Placeholder Image

Subtitles section Play video

  • Do you love summer as much as I do?

  • We'll celebrate the end of summer in this video by studying several conversations about your summer.

  • You'll study some important reductions and learn the phrasal verb, wrap-up,

  • as well as great vocabulary words like opportunity and chaotic.

  • Watch all the way to the end to learn things like what is an extended family versus a nuclear family

  • and how to use 'bookend' and 'tied to' figuratively.

  • Mom, how's your summer been?

  • It's been good.

  • We usually go out to Colorado late May, early June,

  • but this year, we had an opportunity to babysit our grandson in Philadelphia.

  • You're welcome.

  • Opportunity.

  • This is a great vocabulary word.

  • It means a set of circumstances that make something possible.

  • We had a trip and so we invited my parents to come take care of Stoney while we were gone.

  • Sample sentences: I had the opportunity to go to NYC for the weekend

  • because my friend was out of town and offered me her apartment.

  • Or, my work offered to fly me to a conference in Anaheim

  • so I took the opportunity to visit Disneyland while I was there.

  • But this year, we had an opportunity to babysit our grandson in Philadelphia.

  • You're welcome.

  • Do you know the term babysit?

  • This means to care for someone else's children.

  • It's also a noun.

  • Every month or so, David and I hire a babysitter to watch Stoney so we can go out.

  • In the US, the term has evolved and we now use the terms 'house-sitter 'and 'pet-sitter'

  • to refer to people paid to look after our houses or pets while we travel.

  • These can be used as a verb as well:

  • I'm going to house sit for my aunt and uncle for a month while they're in China.

  • But this year, we had an opportunity to babysit our grandson in Philadelphia.

  • You're welcome.

  • In late July....in late June, so we waited to go out to Colorado until we did that.

  • What are you going to do to wrap-up your summer?

  • Um, we're almost at the end here.

  • Wrap up: this phrasal verb means to end something.

  • Notice the W is silent.

  • What are you doing to wrap up your summer?

  • Another example sentence with this phrasal verb:

  • I think we covered everything – why don't we wrap up the meeting?

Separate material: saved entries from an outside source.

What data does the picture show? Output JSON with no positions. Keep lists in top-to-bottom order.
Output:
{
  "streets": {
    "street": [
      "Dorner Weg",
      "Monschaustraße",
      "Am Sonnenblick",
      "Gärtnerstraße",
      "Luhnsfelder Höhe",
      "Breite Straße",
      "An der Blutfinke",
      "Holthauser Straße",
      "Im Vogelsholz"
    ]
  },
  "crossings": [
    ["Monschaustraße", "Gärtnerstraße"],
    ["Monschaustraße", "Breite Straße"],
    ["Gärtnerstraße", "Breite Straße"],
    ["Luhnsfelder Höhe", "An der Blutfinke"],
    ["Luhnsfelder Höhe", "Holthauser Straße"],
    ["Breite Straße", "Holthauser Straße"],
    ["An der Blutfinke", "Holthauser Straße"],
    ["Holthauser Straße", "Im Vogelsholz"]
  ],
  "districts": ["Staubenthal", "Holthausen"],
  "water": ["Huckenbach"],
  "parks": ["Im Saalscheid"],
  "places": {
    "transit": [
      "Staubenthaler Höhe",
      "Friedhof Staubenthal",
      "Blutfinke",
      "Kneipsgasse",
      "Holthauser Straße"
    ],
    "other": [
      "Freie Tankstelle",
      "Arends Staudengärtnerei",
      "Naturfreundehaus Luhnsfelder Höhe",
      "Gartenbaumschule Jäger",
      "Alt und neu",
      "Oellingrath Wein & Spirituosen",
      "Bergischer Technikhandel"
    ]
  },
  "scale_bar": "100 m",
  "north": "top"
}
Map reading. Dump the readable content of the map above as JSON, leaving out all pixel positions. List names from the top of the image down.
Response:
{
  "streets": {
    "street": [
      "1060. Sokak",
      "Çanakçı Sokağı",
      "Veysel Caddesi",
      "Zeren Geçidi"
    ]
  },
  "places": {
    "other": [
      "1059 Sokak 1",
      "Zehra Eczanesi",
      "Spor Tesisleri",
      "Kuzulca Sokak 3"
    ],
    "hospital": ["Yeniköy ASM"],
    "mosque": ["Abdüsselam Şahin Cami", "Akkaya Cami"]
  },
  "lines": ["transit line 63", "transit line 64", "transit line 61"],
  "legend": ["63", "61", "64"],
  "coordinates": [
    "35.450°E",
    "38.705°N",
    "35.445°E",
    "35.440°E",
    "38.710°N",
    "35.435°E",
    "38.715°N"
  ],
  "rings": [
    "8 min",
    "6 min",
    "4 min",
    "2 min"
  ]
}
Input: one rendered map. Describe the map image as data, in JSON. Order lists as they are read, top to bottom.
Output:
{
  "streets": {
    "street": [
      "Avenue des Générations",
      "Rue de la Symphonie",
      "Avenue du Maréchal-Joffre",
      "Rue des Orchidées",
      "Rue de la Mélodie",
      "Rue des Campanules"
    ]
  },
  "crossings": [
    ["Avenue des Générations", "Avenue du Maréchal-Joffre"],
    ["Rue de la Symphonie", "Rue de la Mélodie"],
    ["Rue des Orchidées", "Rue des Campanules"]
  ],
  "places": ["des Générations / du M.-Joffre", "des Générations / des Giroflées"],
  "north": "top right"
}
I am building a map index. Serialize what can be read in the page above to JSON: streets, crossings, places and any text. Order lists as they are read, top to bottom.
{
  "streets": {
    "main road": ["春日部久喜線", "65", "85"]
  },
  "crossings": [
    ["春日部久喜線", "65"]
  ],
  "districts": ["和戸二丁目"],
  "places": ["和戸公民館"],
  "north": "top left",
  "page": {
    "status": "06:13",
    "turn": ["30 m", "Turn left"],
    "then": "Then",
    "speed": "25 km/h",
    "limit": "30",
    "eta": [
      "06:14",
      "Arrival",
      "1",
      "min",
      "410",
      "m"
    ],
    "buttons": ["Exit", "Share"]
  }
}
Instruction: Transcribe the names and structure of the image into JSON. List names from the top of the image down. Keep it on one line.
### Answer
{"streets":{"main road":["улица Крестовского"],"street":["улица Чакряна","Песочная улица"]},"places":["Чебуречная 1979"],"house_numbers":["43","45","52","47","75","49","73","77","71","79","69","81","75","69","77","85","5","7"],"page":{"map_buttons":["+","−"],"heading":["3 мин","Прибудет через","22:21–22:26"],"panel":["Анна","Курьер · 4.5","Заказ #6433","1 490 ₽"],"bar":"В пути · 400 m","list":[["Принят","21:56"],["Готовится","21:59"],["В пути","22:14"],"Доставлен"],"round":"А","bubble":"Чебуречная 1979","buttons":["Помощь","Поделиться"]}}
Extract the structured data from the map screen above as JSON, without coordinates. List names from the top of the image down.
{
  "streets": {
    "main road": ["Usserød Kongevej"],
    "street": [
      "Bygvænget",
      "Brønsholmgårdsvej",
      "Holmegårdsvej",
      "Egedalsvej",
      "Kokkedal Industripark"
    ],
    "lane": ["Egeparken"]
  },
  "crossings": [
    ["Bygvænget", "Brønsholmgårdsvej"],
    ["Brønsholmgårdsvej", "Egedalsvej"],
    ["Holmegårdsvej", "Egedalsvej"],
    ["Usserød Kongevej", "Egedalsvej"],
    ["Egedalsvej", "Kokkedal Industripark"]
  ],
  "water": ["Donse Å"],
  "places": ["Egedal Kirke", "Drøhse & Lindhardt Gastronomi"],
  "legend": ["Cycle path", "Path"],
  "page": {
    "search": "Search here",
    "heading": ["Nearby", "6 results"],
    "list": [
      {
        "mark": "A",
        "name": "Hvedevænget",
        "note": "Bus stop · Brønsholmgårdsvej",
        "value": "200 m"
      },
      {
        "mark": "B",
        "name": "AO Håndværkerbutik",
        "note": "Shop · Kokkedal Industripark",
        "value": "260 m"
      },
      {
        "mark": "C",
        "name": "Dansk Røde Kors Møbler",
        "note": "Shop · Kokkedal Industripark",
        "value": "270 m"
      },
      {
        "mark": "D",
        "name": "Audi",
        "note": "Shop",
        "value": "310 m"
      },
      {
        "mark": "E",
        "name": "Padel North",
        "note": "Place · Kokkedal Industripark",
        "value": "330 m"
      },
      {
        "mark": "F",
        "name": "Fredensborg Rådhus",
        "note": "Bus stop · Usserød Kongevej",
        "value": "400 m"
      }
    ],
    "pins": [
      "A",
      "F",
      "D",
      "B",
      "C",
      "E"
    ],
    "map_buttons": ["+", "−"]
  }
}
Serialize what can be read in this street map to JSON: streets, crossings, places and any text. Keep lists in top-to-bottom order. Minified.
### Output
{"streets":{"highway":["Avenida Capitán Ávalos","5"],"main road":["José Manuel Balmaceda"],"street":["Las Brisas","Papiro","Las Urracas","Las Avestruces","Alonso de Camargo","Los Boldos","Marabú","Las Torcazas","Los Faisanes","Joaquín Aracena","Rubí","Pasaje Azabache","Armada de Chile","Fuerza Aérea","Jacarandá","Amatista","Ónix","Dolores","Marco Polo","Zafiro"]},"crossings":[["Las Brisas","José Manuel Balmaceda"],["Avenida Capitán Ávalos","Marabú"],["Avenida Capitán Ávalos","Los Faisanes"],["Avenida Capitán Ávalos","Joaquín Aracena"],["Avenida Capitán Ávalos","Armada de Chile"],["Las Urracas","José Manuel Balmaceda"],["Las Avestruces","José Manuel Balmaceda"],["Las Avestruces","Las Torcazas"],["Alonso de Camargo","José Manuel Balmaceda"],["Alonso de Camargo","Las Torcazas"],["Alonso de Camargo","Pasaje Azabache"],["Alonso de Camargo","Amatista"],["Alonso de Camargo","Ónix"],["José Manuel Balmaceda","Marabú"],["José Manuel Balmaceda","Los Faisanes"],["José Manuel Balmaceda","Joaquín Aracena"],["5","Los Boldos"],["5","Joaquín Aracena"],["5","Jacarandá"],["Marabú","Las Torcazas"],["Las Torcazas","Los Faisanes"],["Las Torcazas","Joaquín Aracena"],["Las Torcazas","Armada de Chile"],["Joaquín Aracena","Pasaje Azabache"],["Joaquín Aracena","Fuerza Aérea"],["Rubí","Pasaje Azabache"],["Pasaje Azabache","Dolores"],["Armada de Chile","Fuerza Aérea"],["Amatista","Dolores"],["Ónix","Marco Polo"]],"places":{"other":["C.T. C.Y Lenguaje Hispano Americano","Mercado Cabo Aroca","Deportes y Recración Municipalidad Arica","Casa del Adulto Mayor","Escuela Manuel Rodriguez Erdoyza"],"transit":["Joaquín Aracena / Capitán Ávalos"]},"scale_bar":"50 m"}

  • This verb can also mean to cover in something.

  • For example, you might wrap up a gift before giving it to someone:

  • cover it in nice paper, maybe a bow.

  • When I was at the beach this summer with Stoney, he got cold when he got out of the water.

  • I said, β€œcome here and I'll wrap you up in a towel.”

  • Wrap up.

  • What are you going to do to wrap-up your summer?

  • Um, we're almost at the end here.

  • Well, I have a, we spent a week here in a camp with my extended family.

  • Extended family is different from your nuclear family.

  • A nuclear family is made up of just two generations:

  • a parent or parents and his or her children.

  • An extended family goes beyond that:

  • spouses of children, children of children, grandparents, aunts, uncles, etcetera.

  • I have a vocabulary video that goes over the terms we use for various family members.

  • I'll be sure to link to that video at the end of this video.

  • Well, I have a, we spent a week here in a camp with my extended family.

  • And then we're going to go visit some friends in Northern Michigan,

  • and then, we're going to drive up to Isle Royale National Park

  • which is an island in Lake Superior.

  • A national park is park set aside by the national government for conservation

  • and the preservation of wildlife,

  • and the enjoyment of the people.

  • In the US, we have about 60 of these parks.

  • You're looking at some pictures that I have taken while enjoying some of the national parks of the US.

  • Then, we're going to drive up to Isle Royale National Park

  • which is an island in Lake Superior.

  • Is there anything else like kayaking or biking or is it mostly just hiking?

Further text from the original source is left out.